Swiss Football League verbessert Prävention
Vier Massnahmen sofort in Kraft gesetzt
Die Swiss Football League will die Sicherheit in den Fussballstadien erhöhen und die Fanarbeit verbessern. Sie hat dazu vier Massnahmen in Kraft gesetzt, die bereits für die am 20. Februar beginnende Rückrunde der Saison 2004/2005 gelten.
Die Swiss Football League sagt der Gewalt den Kampf an.
(Bild key)
(sda) Das Komitee der Swiss Football League (SFL) habe das Anliegen vieler Fans aufgenommen und einheitliche Bestimmungen für den Zutritt zu den Stadien der Klubs erlassen, hat der Verband mitgeteilt. Sowohl für die Eingangskontrolle als auch für das Mitführen von Fahnen und Megaphonen gelten damit in Zukunft überall dieselben Regeln. Gleichzeitig werden die Klubs verpflichtet, die Fanarbeit zu fördern. Eine positive Fankultur «kann nur über eine bessere Kommunikation zwischen den Klubs und ihren Zuschauern erreicht werden», schreibt die SFL. Nebst andern Massnahmen werden die Fanverantwortlichen neu bei der SFL zentral geschult.
Sicherheitsorganisation verbessern
Mit einer besseren Organisation der Klubs will die SFL zudem die Sicherheit in den Stadien erhöhen. Die Verantwortlichen werden ebenfalls zentral unterwiesen werden.

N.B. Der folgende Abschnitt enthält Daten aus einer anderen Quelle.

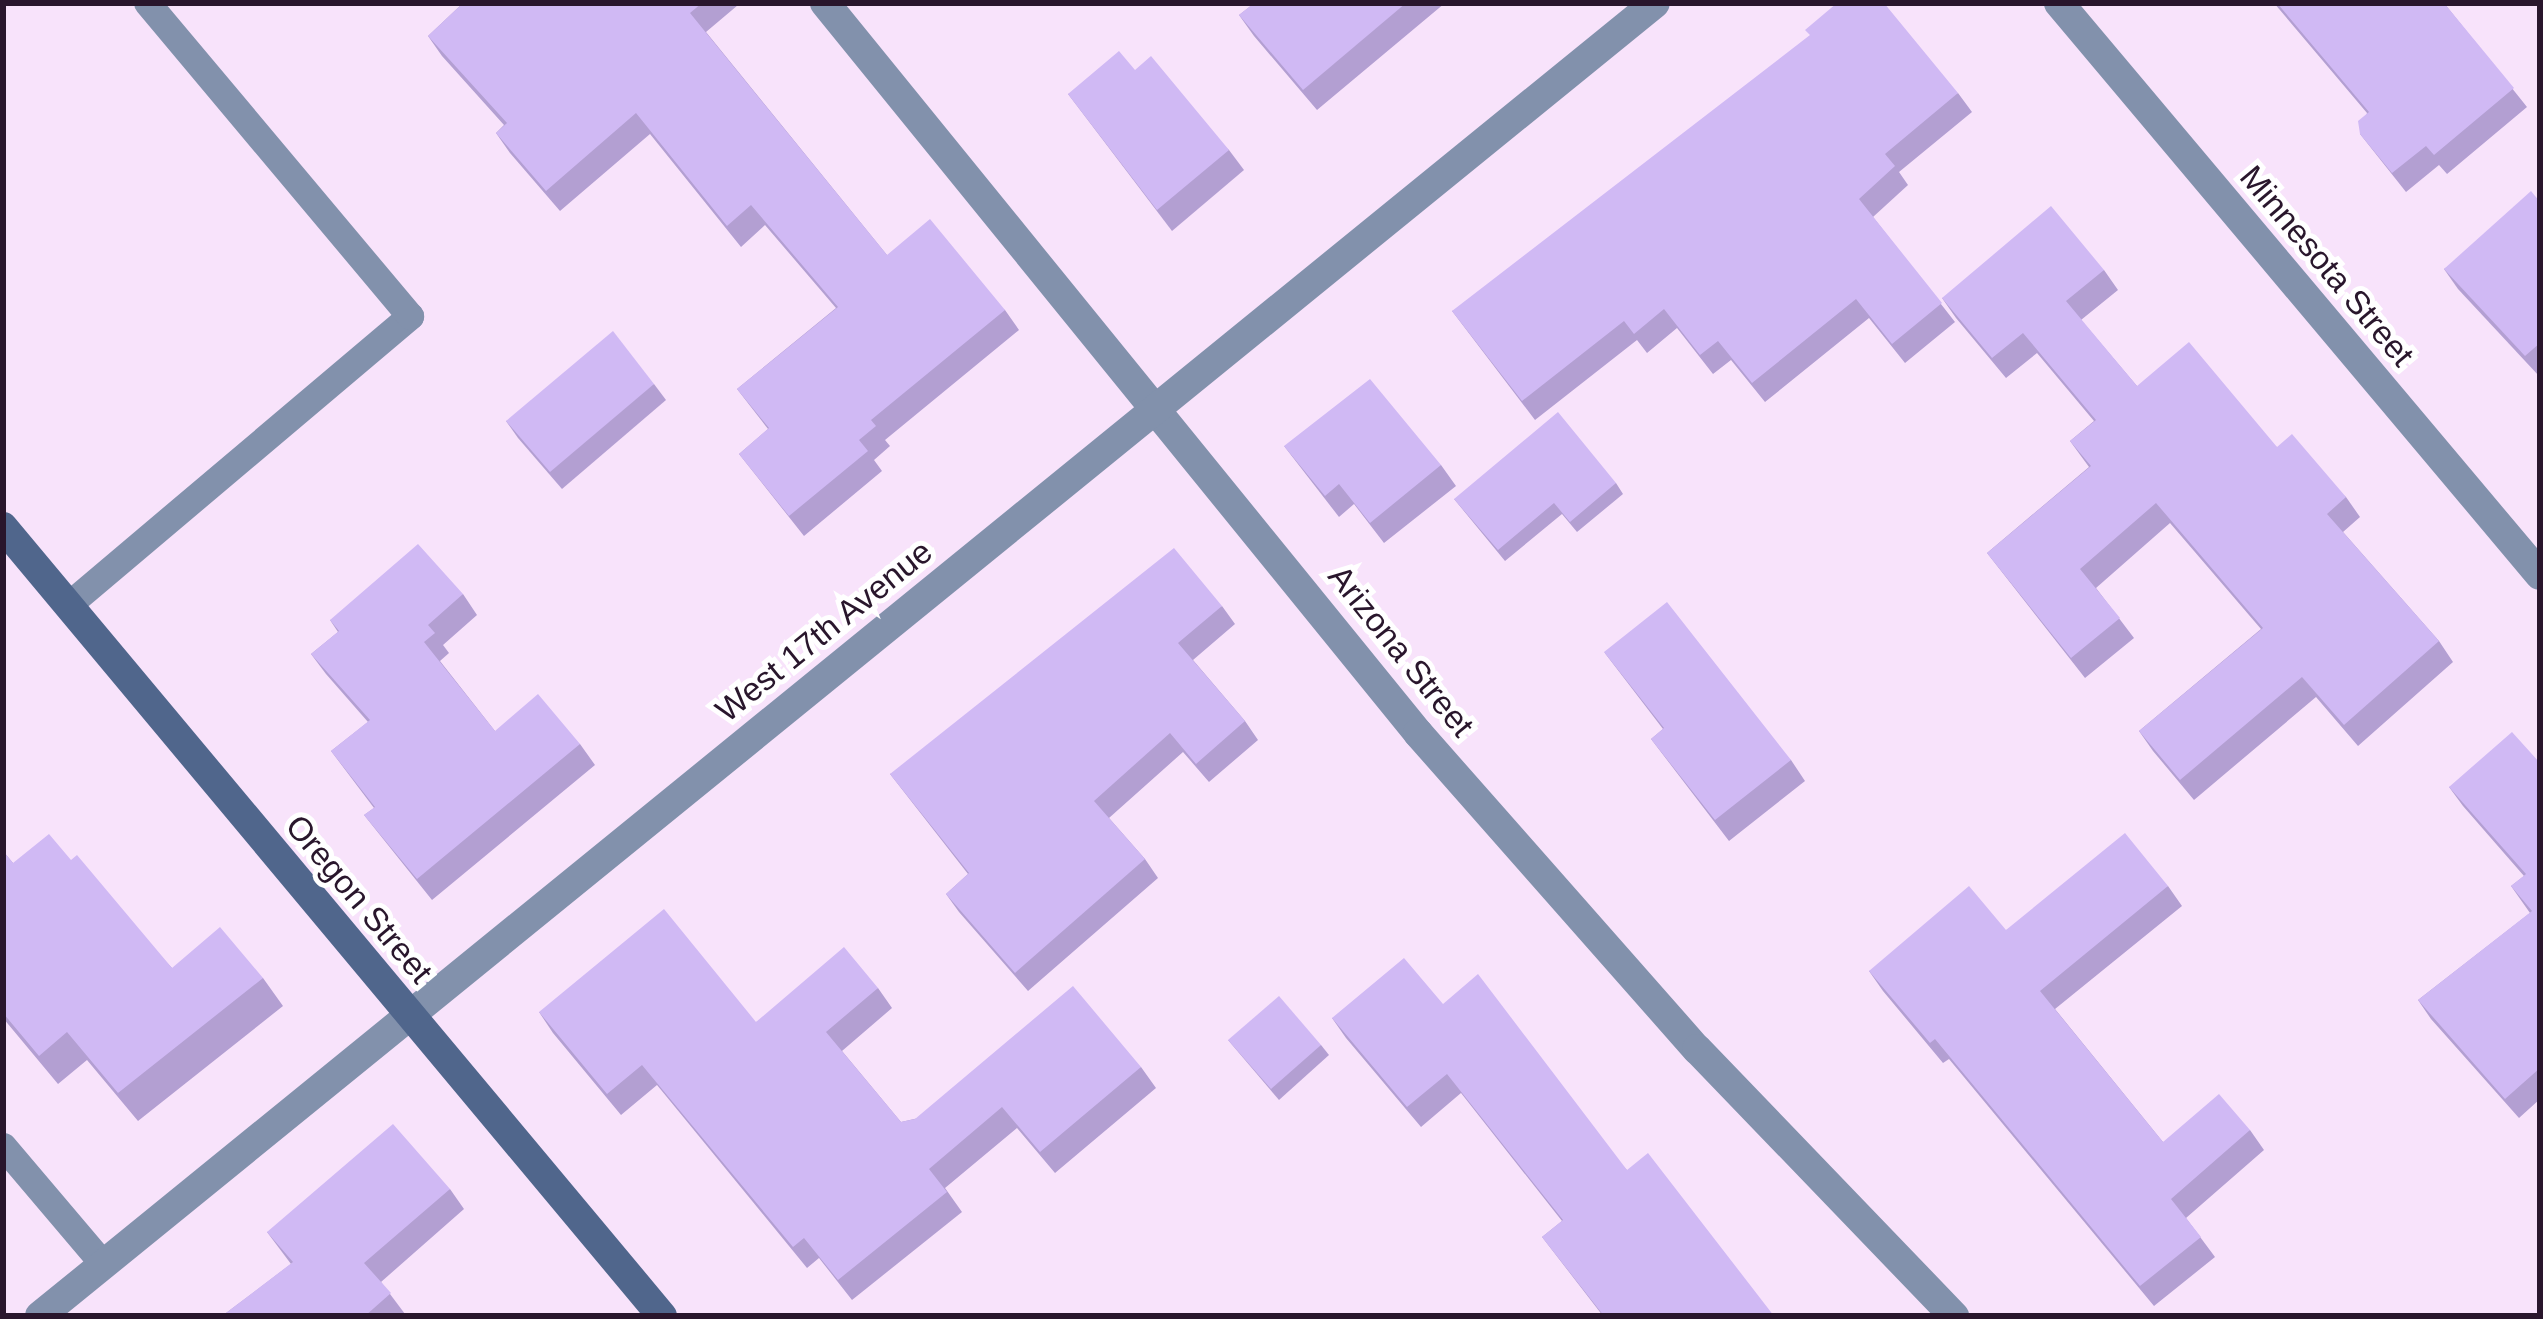 <!DOCTYPE html>
<html>
<head>
<meta charset="utf-8">
<style>
	body { margin:0 }
	#map { position:relative; width:2543px; height:1319px; overflow:hidden; background:#f8e3fb; font-family:Helvetica,sans-serif }
	div>[style] { position:absolute }
	.lane>* { height:27px; margin:-13.5px; padding:0 13.5px; transform-origin:13.5px; border-radius:13.5px; background:#8291ac }
	.street>* { height:30px; margin:-15px; padding:0 15px; transform-origin:15px; border-radius:15px; background:#8291ac }
	.secondary>* { height:30px; margin:-15px; padding:0 15px; transform-origin:15px; border-radius:15px; background:#50668c }
	.wall>* { inset:0; background:#b39fd2 }
	.building>* { inset:0; background:#d0b9f4 }
	span { translate:-50% -50%; white-space:nowrap; text-align:center; line-height:1.15; -webkit-text-stroke:10px #fff; paint-order:stroke }
	.street-label { font-size:33px; color:#29162c }
	.frame { position:absolute; inset:0; border:6px solid #29162c; pointer-events:none }
</style>
</head>
<body>
<div id="map">
	<div class="lane">
		<div style="left:68px;top:605px;width:448px;rotate:-40.2deg"></div>
		<div style="left:410px;top:316px;width:409px;rotate:-130deg"></div>
		<div style="left:3px;top:1146px;width:155px;rotate:49.7deg"></div>
	</div>
	<div class="street">
		<div style="left:825px;top:3px;width:941px;rotate:50.91deg"></div>
		<div style="left:1418px;top:733px;width:422px;rotate:48.6deg"></div>
		<div style="left:1697px;top:1049px;width:371px;rotate:46.1deg"></div>
		<div style="left:2059px;top:3px;width:747px;rotate:49.94deg"></div>
		<div style="left:40px;top:1316px;width:2081px;rotate:-39.11deg"></div>
	</div>
	<div class="secondary">
		<div style="left:3px;top:527px;width:1028px;rotate:50.13deg"></div>
	</div>
	<div class="wall">
		<div style="clip-path:polygon(463px 3px,737px 3px,738px 5px,706px 32px,887px 255px,1005px 310px,1019px 330px,885px 440px,890px 446px,874px 460px,882px 471px,804px 536px,739px 454px,768px 429px,737px 389px,836px 308px,765px 225px,741px 247px,650px 134px,560px 211px,510px 153px,496px 133px,504px 125px,442px 56px,428px 36px)"></div>
		<div style="clip-path:polygon(1251px 3px,1445px 3px,1317px 110px,1254px 36px,1239px 15px,1252px 5px)"></div>
		<div style="clip-path:polygon(2274px 3px,2444px 3px,2527px 107px,2447px 174px,2439px 165px,2406px 192px,2360px 134px,2367px 113px)"></div>
		<div style="clip-path:polygon(1135px 70px,1229px 150px,1244px 170px,1172px 231px,1068px 94px)"></div>
		<div style="clip-path:polygon(1958px 93px,1972px 112px,1899px 172px,1908px 185px,1873px 217px,1955px 322px,1905px 363px,1869px 318px,1765px 402px,1731px 360px,1713px 374px,1677px 328px,1647px 353px,1637px 340px,1535px 420px,1452px 311px)"></div>
		<div style="clip-path:polygon(2540px 202px,2539px 376px,2458px 289px,2444px 269px)"></div>
		<div style="clip-path:polygon(2104px 270px,2118px 290px,2081px 320px,2137px 386px,2277px 447px,2346px 497px,2360px 517px,2343px 532px,2439px 641px,2453px 662px,2358px 746px,2316px 697px,2194px 800px,2153px 751px,2139px 731px,2261px 629px,2170px 523px,2096px 588px,2134px 638px,2085px 678px,1987px 553px,2089px 467px,2070px 441px,2094px 421px,2037px 353px,2006px 378px,1956px 318px,1942px 298px)"></div>
		<div style="clip-path:polygon(654px 384px,666px 400px,562px 489px,518px 438px,506px 421px)"></div>
		<div style="clip-path:polygon(1284px 446px,1441px 465px,1456px 486px,1384px 543px,1354px 504px,1339px 517px)"></div>
		<div style="clip-path:polygon(1616px 483px,1623px 494px,1577px 532px,1562px 514px,1505px 561px,1454px 499px)"></div>
		<div style="clip-path:polygon(463px 594px,477px 615px,443px 645px,449px 653px,440px 661px,495px 731px,580px 744px,595px 765px,432px 900px,364px 815px,374px 808px,331px 751px,368px 722px,326px 674px,311px 654px,338px 632px,330px 620px)"></div>
		<div style="clip-path:polygon(1222px 606px,1235px 624px,1193px 660px,1245px 721px,1258px 740px,1209px 782px,1183px 752px,1109px 818px,1145px 859px,1158px 878px,1028px 991px,959px 912px,946px 894px,968px 874px,890px 774px)"></div>
		<div style="clip-path:polygon(1604px 652px,1791px 760px,1805px 781px,1729px 841px,1651px 739px,1663px 729px)"></div>
		<div style="clip-path:polygon(2540px 763px,2540px 1099px,2519px 1118px,2431px 1019px,2418px 1000px,2530px 913px,2511px 886px,2524px 876px,2463px 806px,2449px 787px)"></div>
		<div style="clip-path:polygon(3px 851px,13px 863px,71px 860px,172px 968px,263px 978px,283px 1006px,138px 1121px,87px 1060px,58px 1084px,3px 1018px)"></div>
		<div style="clip-path:polygon(2168px 886px,2182px 906px,2055px 1009px,2163px 1142px,2250px 1130px,2264px 1150px,2186px 1218px,2215px 1257px,2154px 1306px,1949px 1059px,1943px 1063px,1883px 991px,1869px 971px,2006px 930px)"></div>
		<div style="clip-path:polygon(878px 988px,892px 1008px,842px 1051px,901px 1122px,1141px 1067px,1156px 1088px,1055px 1173px,1017px 1128px,945px 1188px,962px 1212px,852px 1300px,819px 1258px,807px 1268px,657px 1085px,621px 1115px,553px 1033px,539px 1012px,756px 1022px)"></div>
		<div style="clip-path:polygon(1443px 1004px,1627px 1170px,1774px 1316px,1603px 1316px,1542px 1237px,1562px 1221px,1461px 1093px,1421px 1127px,1346px 1038px,1332px 1018px)"></div>
		<div style="clip-path:polygon(1228px 1040px,1321px 1045px,1329px 1055px,1279px 1100px)"></div>
		<div style="clip-path:polygon(450px 1189px,464px 1209px,381px 1282px,405px 1314px,403px 1316px,222px 1316px,291px 1264px,267px 1232px)"></div>
	</div>
	<div class="building">
		<div style="clip-path:polygon(463px 3px,702px 3px,690px 13px,887px 255px,930px 219px,1005px 310px,871px 420px,876px 426px,859px 440px,868px 451px,789px 516px,739px 454px,769px 428px,737px 389px,838px 307px,751px 205px,727px 226px,636px 113px,546px 191px,496px 133px,507px 123px,428px 36px)"></div>
		<div style="clip-path:polygon(1254px 3px,1406px 3px,1303px 90px,1239px 15px)"></div>
		<div style="clip-path:polygon(1837px 3px,1884px 3px,1958px 93px,1885px 154px,1895px 166px,1859px 199px,1942px 303px,1892px 344px,1856px 299px,1752px 383px,1718px 341px,1700px 355px,1664px 309px,1634px 334px,1624px 321px,1522px 401px,1452px 311px,1810px 35px,1805px 30px)"></div>
		<div style="clip-path:polygon(2277px 3px,2444px 3px,2514px 88px,2434px 155px,2426px 146px,2392px 173px,2360px 134px,2358px 121px,2369px 112px)"></div>
		<div style="clip-path:polygon(1119px 51px,1135px 70px,1151px 56px,1229px 150px,1157px 210px,1068px 94px)"></div>
		<div style="clip-path:polygon(2531px 191px,2540px 202px,2540px 343px,2525px 356px,2444px 269px)"></div>
		<div style="clip-path:polygon(2051px 206px,2104px 270px,2066px 301px,2137px 386px,2189px 342px,2277px 447px,2292px 434px,2346px 497px,2327px 514px,2439px 641px,2344px 725px,2302px 677px,2180px 780px,2139px 731px,2263px 628px,2156px 503px,2080px 569px,2120px 618px,2071px 658px,1987px 553px,2091px 466px,2070px 441px,2096px 420px,2023px 333px,1992px 358px,1942px 298px)"></div>
		<div style="clip-path:polygon(613px 331px,654px 384px,550px 472px,506px 421px)"></div>
		<div style="clip-path:polygon(1370px 379px,1441px 465px,1370px 523px,1339px 484px,1325px 496px,1284px 446px)"></div>
		<div style="clip-path:polygon(1558px 412px,1616px 483px,1570px 522px,1554px 503px,1498px 550px,1454px 499px)"></div>
		<div style="clip-path:polygon(418px 544px,463px 594px,428px 625px,435px 633px,424px 642px,495px 731px,538px 694px,580px 744px,417px 879px,364px 815px,375px 807px,331px 751px,370px 720px,311px 654px,339px 631px,330px 620px)"></div>
		<div style="clip-path:polygon(1174px 548px,1222px 606px,1178px 643px,1245px 721px,1196px 764px,1170px 733px,1094px 801px,1145px 859px,1015px 973px,946px 894px,969px 873px,890px 774px)"></div>
		<div style="clip-path:polygon(1667px 602px,1791px 760px,1715px 820px,1651px 739px,1664px 728px,1604px 652px)"></div>
		<div style="clip-path:polygon(2512px 732px,2540px 763px,2540px 1068px,2505px 1099px,2418px 1000px,2532px 911px,2511px 886px,2526px 874px,2449px 787px)"></div>
		<div style="clip-path:polygon(2125px 833px,2168px 886px,2040px 991px,2163px 1142px,2219px 1094px,2250px 1130px,2171px 1199px,2201px 1237px,2140px 1286px,1935px 1039px,1930px 1043px,1869px 971px,1969px 886px,2006px 930px)"></div>
		<div style="clip-path:polygon(49px 834px,71px 860px,77px 855px,172px 968px,220px 927px,263px 978px,118px 1093px,67px 1032px,39px 1056px,3px 1013px,3px 851px,13px 863px)"></div>
		<div style="clip-path:polygon(664px 909px,756px 1022px,844px 947px,878px 988px,826px 1032px,901px 1122px,915px 1119px,1073px 986px,1141px 1067px,1040px 1152px,1002px 1107px,929px 1169px,947px 1192px,838px 1280px,804px 1238px,793px 1247px,642px 1065px,607px 1094px,539px 1012px)"></div>
		<div style="clip-path:polygon(1404px 958px,1443px 1004px,1478px 974px,1627px 1170px,1648px 1153px,1774px 1316px,1604px 1316px,1542px 1237px,1563px 1220px,1447px 1074px,1407px 1107px,1332px 1018px)"></div>
		<div style="clip-path:polygon(1279px 996px,1321px 1045px,1271px 1089px,1228px 1040px)"></div>
		<div style="clip-path:polygon(393px 1124px,450px 1189px,364px 1263px,391px 1293px,365px 1316px,222px 1316px,293px 1262px,267px 1232px)"></div>
	</div>
	<div class="street-label">
		<span style="left:2327px;top:266px;rotate:50deg">Minnesota Street</span>
		<span style="left:824px;top:631px;rotate:-39deg">West 17th Avenue</span>
		<span style="left:1401px;top:651px;rotate:51deg">Arizona Street</span>
		<span style="left:359px;top:899px;rotate:50deg">Oregon Street</span>
	</div>
	<div class="frame"></div>
</div>
</body>
</html>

Mehr Gewicht will die SFL auch auf die Sicherheitsinspektionen legen, um die Qualität der Stadionorganisation zu garantieren. Dazu sollen zusätzliche Inspektionen stattfinden sowie das Vorgehen standardisiert werden. Am 18. Februar werden in Zürich und Lausanne erstmals zentrale Ausbildungskurse für Sicherheitsdelegierte durchgeführt.
Zusammenhang mit Kausalhaftung
Die vier Neuerungen stehen im Zusammenhang mit der Wiedereinführung der Kausalhaftung, welche die Präsidenten der Schweizer Fussballklubs am 12. November 2004 an der SFL-Generalversammlung in Bern beschlossen. Demnach können sowohl der Heim- als auch der Gastklub verantwortlich gemacht werden, falls es vor, während oder nach einem Match zu Ausschreitungen kommt. Der Verbandsrat des Schweizerischen Fussballverbands (SFV) stimmte dieser Statutenänderung am 27. November zu.